**What the task requires:**
Below are the records; copy each line in which "STRATHMORE" occurs.

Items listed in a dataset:
══════════════════════════════

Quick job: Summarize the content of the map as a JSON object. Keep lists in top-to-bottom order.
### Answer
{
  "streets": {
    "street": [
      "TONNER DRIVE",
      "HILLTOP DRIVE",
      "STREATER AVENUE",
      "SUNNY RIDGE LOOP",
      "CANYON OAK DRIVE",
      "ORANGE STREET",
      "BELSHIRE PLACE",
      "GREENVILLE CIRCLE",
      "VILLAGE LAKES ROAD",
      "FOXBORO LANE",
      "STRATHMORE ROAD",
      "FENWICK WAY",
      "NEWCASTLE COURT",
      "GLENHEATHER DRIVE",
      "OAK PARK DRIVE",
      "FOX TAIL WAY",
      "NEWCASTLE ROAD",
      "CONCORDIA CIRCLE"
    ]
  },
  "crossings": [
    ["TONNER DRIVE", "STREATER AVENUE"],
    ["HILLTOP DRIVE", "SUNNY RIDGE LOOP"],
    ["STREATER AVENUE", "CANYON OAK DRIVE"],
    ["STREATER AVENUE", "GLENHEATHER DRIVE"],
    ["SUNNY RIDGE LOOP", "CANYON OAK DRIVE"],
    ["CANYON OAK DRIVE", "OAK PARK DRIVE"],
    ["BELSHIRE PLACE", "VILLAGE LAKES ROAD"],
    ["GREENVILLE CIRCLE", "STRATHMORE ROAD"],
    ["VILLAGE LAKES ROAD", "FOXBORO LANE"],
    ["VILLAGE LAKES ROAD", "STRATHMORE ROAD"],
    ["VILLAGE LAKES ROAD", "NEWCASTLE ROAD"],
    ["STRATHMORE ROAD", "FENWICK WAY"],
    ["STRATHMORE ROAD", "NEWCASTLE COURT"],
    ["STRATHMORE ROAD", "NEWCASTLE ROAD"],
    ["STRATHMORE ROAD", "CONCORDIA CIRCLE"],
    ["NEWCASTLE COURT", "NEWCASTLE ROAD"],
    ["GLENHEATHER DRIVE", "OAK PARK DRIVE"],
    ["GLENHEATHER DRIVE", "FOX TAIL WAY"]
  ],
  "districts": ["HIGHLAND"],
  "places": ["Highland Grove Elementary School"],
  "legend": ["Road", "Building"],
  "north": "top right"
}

══════════════════════════════

**Exercise response:**
      "STRATHMORE ROAD",
    ["GREENVILLE CIRCLE", "STRATHMORE ROAD"],
    ["VILLAGE LAKES ROAD", "STRATHMORE ROAD"],
    ["STRATHMORE ROAD", "FENWICK WAY"],
    ["STRATHMORE ROAD", "NEWCASTLE COURT"],
    ["STRATHMORE ROAD", "NEWCASTLE ROAD"],
    ["STRATHMORE ROAD", "CONCORDIA CIRCLE"],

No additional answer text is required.